Abstract

Like all the major fields of research, the theoretical positions on support verbs have changed as descriptions of them have accumulated. It is surprising that it was not until the twentieth century that the notion was established. Thus, to take a beer and to take a slap have been analyzed in the same way in the grammatical tradition. I have described elsewhere how the notion of support verbs was elaborated and gradually developed (G. Gross 1993, 2004). The first works in the framework of the LADL started from lists of nominal predicates established by Maurice Gross. His first collaborators applied to these lists, each one on his own, this or that support verb, the number of which seemed to be quite small at the time. Thus, J. Giry studied the support faire; L. Danlos studied sentences with the support être Prép.

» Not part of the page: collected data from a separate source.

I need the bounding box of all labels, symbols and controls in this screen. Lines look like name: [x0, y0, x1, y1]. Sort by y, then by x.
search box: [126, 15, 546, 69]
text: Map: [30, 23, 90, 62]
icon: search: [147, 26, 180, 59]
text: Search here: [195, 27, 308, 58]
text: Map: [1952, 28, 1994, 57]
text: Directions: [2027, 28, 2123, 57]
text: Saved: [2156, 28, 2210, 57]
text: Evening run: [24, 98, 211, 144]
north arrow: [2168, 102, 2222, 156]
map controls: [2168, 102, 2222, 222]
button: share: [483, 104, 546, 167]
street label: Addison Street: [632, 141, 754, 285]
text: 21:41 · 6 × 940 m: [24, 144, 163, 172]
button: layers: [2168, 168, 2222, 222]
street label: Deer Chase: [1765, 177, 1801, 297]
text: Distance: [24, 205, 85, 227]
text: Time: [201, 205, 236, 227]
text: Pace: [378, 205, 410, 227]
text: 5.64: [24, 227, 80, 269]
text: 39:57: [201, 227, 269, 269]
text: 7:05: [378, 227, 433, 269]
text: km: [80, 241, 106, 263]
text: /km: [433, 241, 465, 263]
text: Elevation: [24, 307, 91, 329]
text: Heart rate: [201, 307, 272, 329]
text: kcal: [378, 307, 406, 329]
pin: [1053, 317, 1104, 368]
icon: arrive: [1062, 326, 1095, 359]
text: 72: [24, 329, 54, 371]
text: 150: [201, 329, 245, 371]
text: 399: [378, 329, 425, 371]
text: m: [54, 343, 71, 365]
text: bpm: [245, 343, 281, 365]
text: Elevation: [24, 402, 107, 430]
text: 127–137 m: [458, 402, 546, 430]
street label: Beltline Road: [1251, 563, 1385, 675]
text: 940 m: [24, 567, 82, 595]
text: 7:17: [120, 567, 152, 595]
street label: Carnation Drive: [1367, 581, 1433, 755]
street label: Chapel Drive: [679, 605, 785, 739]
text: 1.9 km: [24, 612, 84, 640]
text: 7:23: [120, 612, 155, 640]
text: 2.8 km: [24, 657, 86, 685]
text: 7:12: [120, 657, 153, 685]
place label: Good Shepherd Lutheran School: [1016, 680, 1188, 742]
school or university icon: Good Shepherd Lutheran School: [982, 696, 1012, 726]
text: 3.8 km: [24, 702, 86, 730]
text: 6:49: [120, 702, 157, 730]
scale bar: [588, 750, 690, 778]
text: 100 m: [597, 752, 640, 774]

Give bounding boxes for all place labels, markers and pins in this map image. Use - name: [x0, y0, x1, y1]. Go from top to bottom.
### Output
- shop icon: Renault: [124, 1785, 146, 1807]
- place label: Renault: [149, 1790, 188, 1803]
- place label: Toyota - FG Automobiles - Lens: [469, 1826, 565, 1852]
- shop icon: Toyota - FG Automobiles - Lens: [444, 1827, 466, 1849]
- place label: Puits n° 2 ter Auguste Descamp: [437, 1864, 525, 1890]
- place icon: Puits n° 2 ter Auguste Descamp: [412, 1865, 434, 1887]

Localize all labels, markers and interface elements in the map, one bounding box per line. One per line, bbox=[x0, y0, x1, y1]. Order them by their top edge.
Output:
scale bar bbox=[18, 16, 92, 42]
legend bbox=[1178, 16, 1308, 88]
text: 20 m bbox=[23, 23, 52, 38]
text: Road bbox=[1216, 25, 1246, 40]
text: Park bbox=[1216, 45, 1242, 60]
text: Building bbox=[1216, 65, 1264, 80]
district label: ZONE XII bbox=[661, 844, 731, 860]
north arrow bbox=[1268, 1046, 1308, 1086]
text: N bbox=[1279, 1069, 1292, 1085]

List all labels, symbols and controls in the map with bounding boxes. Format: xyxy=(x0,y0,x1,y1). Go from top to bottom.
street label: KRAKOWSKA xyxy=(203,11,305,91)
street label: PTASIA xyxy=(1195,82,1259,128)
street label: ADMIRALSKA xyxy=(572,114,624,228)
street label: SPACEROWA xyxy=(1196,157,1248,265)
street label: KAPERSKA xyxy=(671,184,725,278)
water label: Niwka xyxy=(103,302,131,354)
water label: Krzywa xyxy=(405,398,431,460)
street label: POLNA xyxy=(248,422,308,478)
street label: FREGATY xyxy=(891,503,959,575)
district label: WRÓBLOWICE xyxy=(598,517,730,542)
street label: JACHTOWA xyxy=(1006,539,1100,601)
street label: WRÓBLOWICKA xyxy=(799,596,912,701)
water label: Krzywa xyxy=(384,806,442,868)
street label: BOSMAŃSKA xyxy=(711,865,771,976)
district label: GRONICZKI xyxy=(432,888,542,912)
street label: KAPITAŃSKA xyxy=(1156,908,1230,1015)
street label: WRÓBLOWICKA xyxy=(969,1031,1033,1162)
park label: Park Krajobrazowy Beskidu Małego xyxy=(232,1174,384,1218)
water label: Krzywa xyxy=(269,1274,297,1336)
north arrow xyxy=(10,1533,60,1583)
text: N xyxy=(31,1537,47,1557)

From the very beginning, it was realized that the conjugation of nominal predicates was more diverse than that of verbs: a single verb has only one set of forms. R. Vivès studied the nominal predicates that take the three supports avoir-prendre-perdre. I myself have described the support verbs donner and recevoir by highlighting an active and passive conjugation thanks to the support recevoir. But all these works implied, by default, that the list of support verbs was reduced for each of the predicate nouns and for the whole. But, just as in the last century a systematic inventory of verbal conjugation was made, the time has come to make a systematic inventory of the means of conjugation for nominal predicates. This is what the present article is devoted to.